What to Add to AGENTS.md

I highly recommend you create an AGENTS.md file in your project root. Ralph will add important information to it at the end of each loop, but if you provide critical information early, Ralph will perform better. You should include:

  1. Architecture details - High-level overview of your application structure
  2. Patterns to use and anti-patterns to avoid - Coding standards and conventions specific to your project
  3. Testing and feature validation - How to create and run tests to validate features
  4. Scripts and tools available - Commands to build, run, and test the project

How to Create a Good Spec

The first Ralph loop I ran produced, frankly, terrible results. The spec was not great and the results followed. There is some difference between the AI models here, but in general what was missing for me was:

  1. Review AI-generated specs thoroughly - If you create the spec with an AI model (you really should), review the generated spec in detail. Depending on the model, it might miss important details or add unnecessary features.
  2. Define explicit completion criteria - In each User Story, explicitly declare what is critical to consider it complete: “The button shows in the page”, “When clicked it does x”, “The build should pass”, “Create tests for X”, “Use Playwright to visually inspect the page”, “Use styling Y”, etc.
  3. Specify non-negotiable requirements - Define what’s non-negotiable in the spec. I wanted the new feature to be a new page but didn’t specify that clearly. The first loop provided a popup with way too much information in it. That said, you want to find balance between the detail you provide and what the AI can decide on its own.

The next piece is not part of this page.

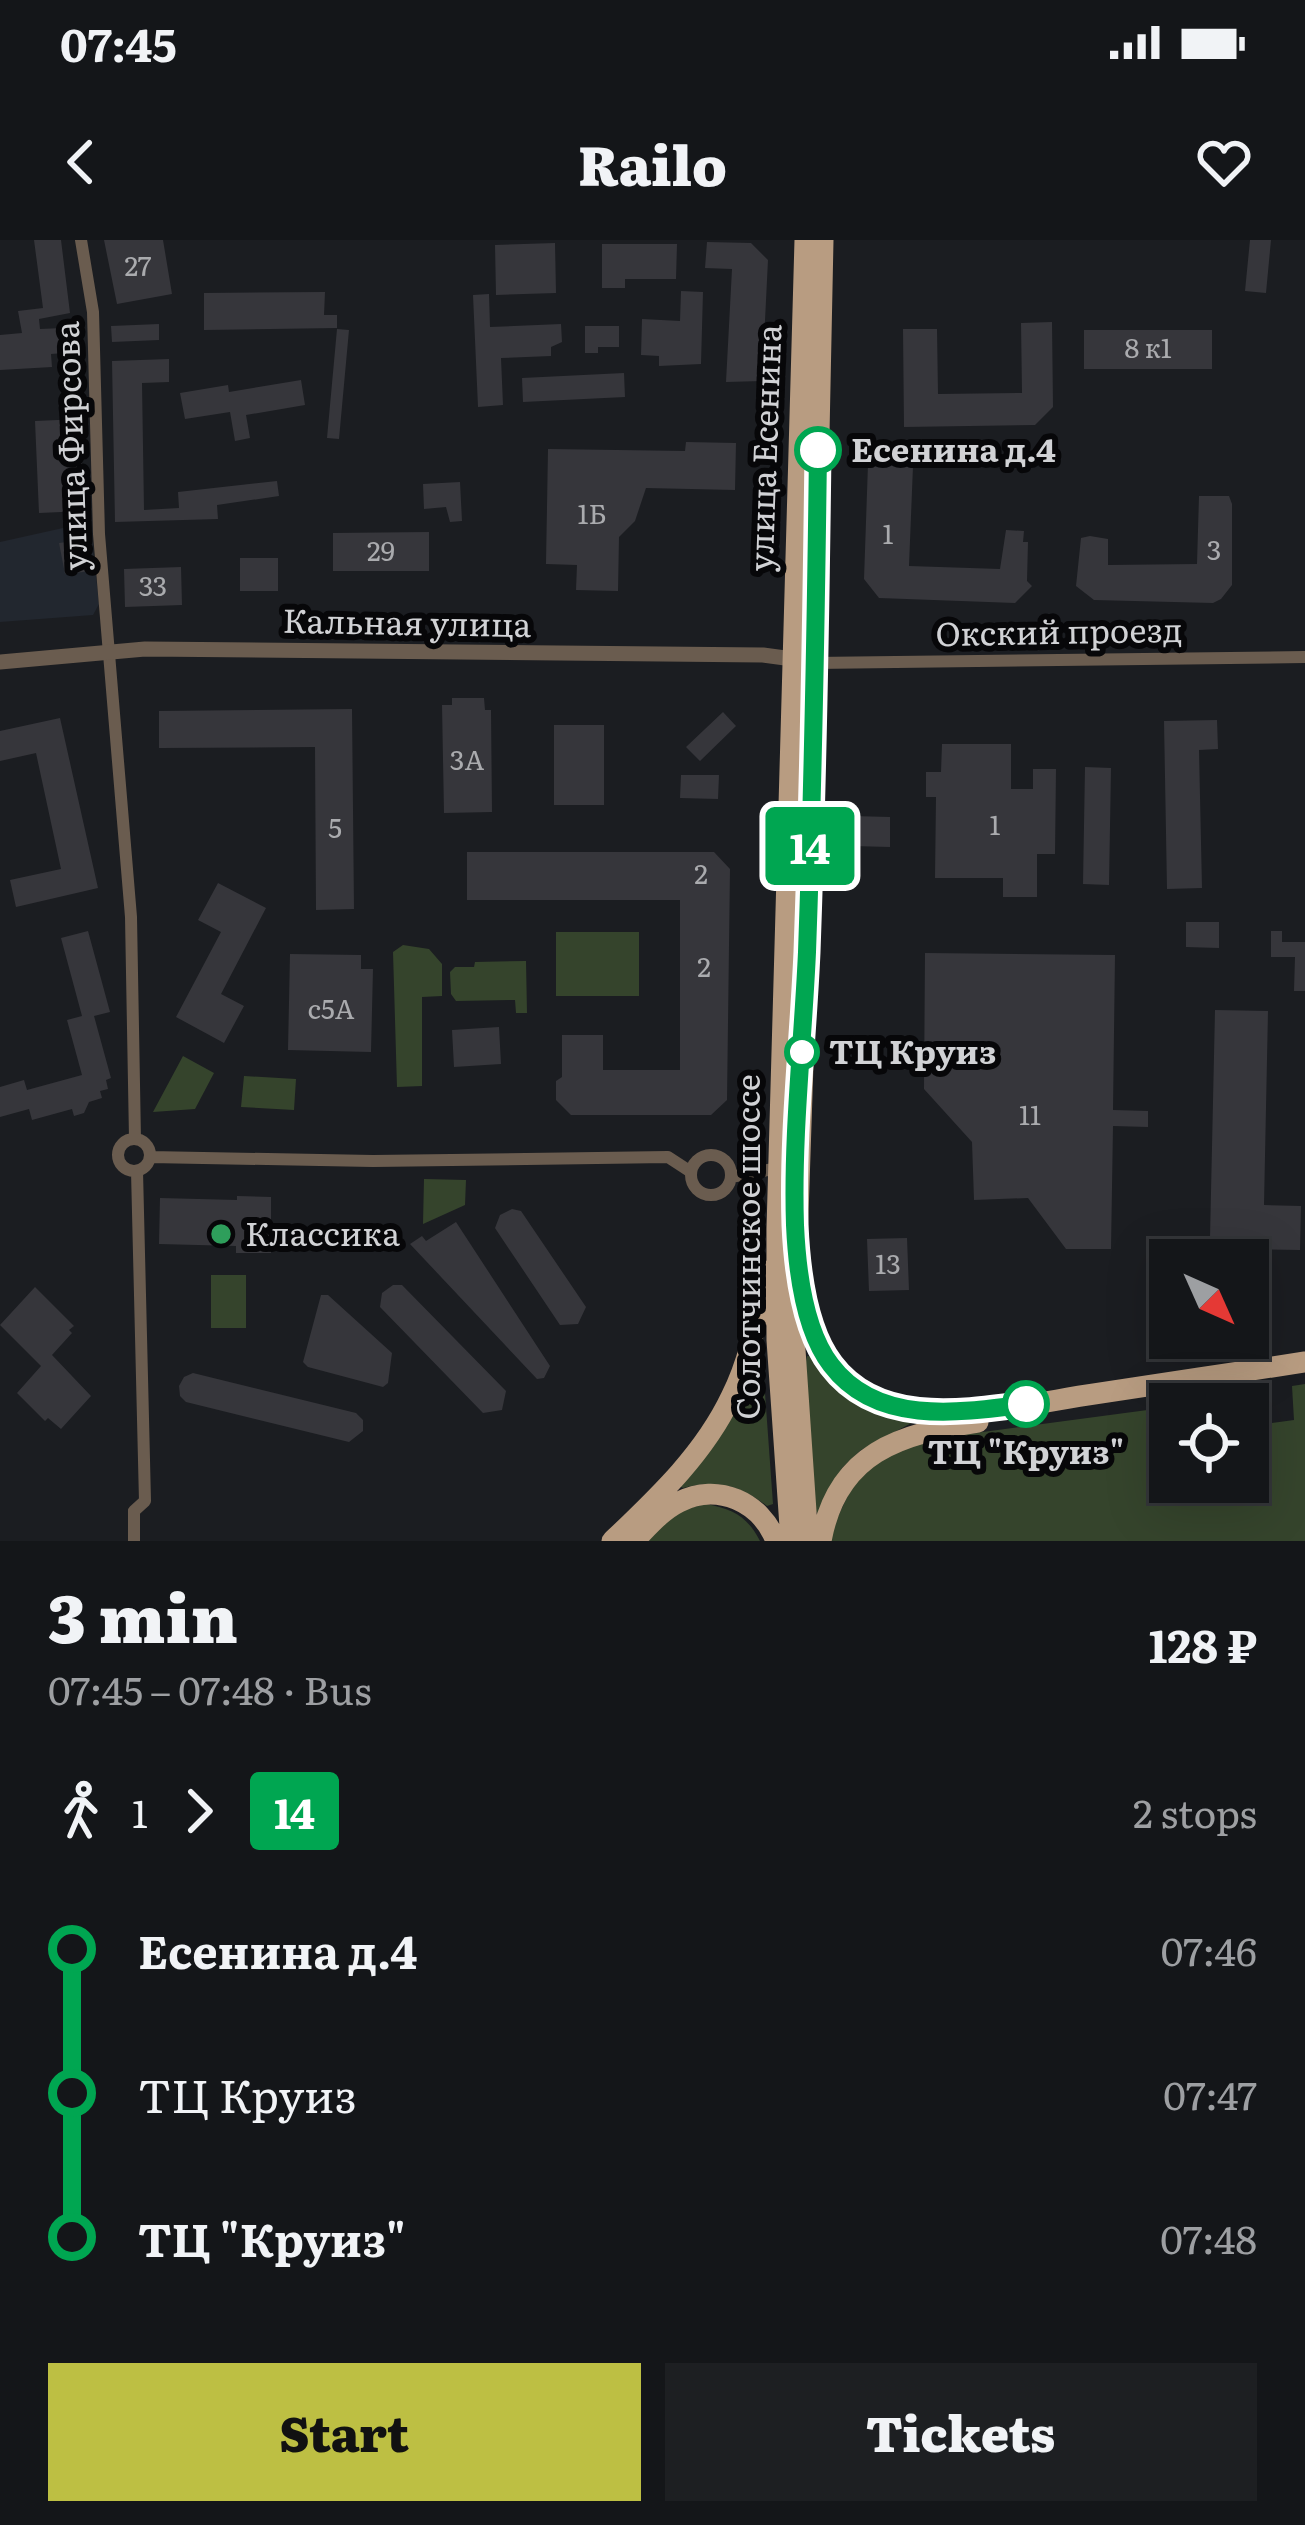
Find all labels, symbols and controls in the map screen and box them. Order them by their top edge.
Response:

Thoroughly Review the Output

Treat Ralph as a very capable junior engineer. It will follow your instructions but it will also create things that you did not expect or want. In my example, SonarCloud found many code smells such as invalid function calls and unused imports. These did not break the build so Ralph missed fixing them. Additionally, it didn’t use the existing notification framework or follow styling consistently. A combination of a better AGENTS.md and thorough code review should suffice to improve on this.

What Is the Cost and How Much Time Did It Save?

Because each iteration runs a new instance of GitHub Copilot CLI, it will consume at least 1 premium request per iteration. For this feature, each execution consumed 15-20 premium requests and I ran it 5 times. At worst, it consumed 100 premium requests total.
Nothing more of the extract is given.